■ Task to carry out ■
The reply has to be a number alone, equal to how many lines in the entries below hold the string "icon".

■ Excerpted records ■
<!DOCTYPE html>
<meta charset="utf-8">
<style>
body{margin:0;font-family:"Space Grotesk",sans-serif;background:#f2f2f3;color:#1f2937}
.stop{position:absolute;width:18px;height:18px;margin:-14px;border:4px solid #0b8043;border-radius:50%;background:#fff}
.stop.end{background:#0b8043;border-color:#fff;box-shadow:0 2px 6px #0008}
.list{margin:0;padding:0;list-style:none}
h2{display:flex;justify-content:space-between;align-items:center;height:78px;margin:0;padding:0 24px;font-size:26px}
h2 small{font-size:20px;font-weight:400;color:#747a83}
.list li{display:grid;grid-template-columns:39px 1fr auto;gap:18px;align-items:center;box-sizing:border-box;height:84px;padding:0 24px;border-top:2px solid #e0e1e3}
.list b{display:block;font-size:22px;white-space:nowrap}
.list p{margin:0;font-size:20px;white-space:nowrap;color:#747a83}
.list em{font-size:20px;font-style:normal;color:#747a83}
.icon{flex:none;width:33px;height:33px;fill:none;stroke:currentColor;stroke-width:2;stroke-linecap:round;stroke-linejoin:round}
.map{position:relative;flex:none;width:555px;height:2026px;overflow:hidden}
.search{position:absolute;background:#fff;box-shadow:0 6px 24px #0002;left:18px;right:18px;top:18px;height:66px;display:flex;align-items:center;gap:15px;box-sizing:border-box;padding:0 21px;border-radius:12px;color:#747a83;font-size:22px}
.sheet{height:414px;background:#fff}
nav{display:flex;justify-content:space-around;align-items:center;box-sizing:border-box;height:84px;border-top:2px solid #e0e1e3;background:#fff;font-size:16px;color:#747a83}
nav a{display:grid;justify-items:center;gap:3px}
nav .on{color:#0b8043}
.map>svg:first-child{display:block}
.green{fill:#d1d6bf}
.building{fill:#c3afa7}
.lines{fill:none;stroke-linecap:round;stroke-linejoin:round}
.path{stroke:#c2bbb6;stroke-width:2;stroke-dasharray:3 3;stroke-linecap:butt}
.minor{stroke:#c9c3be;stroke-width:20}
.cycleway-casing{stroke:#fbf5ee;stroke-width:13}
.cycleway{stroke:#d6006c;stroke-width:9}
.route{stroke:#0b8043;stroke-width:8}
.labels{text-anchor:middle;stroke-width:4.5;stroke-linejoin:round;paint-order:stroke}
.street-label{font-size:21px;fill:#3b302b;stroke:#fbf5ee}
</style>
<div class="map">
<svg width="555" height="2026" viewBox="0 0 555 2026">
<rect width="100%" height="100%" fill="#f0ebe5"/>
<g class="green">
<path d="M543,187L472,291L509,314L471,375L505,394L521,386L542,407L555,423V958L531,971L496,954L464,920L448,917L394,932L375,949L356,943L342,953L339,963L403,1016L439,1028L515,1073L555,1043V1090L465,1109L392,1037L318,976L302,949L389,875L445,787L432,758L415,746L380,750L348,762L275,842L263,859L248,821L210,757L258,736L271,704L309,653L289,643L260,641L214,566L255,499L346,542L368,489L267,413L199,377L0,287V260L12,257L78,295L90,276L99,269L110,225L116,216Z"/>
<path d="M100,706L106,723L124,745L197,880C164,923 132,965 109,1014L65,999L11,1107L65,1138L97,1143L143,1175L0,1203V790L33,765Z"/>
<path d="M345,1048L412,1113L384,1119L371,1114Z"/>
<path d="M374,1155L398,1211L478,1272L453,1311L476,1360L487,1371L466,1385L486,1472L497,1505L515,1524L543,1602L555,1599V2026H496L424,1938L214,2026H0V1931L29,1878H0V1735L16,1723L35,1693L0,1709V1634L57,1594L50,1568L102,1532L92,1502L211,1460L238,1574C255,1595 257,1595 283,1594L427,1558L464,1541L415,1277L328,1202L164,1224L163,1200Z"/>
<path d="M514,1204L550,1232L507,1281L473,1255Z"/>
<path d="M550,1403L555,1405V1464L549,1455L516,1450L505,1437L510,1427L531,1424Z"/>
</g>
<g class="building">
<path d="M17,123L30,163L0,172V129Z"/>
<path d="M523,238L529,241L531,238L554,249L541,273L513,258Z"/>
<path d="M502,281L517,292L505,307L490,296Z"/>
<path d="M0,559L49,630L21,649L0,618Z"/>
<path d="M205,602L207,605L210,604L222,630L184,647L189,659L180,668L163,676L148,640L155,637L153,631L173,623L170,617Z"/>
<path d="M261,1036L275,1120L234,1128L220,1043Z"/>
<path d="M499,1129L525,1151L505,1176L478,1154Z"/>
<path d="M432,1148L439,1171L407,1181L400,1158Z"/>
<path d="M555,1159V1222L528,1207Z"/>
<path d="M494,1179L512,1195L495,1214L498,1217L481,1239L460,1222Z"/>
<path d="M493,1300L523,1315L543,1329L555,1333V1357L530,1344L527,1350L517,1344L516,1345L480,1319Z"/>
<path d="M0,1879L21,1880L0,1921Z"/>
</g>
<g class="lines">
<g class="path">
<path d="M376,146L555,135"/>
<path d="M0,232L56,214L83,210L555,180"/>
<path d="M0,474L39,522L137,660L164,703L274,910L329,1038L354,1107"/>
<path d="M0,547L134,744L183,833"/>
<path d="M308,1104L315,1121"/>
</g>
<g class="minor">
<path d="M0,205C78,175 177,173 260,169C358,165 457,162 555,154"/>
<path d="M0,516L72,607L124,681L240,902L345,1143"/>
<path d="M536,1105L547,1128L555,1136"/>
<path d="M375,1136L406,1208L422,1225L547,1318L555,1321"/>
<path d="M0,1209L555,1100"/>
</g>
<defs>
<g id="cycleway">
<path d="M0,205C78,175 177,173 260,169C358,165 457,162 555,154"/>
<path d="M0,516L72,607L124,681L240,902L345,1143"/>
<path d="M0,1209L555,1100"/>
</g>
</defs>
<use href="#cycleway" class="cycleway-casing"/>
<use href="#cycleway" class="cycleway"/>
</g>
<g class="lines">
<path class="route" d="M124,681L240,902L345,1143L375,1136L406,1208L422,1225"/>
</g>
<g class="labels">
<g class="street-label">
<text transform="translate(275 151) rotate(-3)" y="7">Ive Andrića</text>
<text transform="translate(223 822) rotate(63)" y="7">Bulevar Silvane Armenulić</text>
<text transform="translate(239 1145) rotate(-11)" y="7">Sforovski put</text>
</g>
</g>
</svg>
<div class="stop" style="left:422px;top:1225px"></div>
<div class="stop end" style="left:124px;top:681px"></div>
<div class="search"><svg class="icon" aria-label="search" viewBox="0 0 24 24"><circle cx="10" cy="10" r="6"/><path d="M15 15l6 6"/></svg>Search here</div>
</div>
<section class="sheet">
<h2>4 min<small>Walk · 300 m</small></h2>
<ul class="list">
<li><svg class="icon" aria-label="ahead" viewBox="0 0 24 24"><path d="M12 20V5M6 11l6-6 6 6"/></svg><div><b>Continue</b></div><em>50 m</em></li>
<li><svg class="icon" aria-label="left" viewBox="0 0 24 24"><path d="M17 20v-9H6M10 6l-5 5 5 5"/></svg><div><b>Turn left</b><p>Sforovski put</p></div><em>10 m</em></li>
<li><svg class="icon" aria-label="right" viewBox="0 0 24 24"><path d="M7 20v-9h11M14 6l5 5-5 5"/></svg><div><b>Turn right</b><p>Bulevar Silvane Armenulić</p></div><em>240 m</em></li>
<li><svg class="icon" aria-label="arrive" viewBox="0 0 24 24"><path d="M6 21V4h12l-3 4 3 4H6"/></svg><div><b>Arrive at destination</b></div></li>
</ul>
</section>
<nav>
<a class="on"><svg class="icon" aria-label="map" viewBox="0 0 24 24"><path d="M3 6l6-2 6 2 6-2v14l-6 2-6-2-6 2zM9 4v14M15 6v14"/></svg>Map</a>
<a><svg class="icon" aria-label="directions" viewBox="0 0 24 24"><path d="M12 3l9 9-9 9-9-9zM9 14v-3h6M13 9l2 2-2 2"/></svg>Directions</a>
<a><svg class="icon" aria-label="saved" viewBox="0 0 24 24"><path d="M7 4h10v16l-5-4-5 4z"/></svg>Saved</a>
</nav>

■ Exercise output ■
9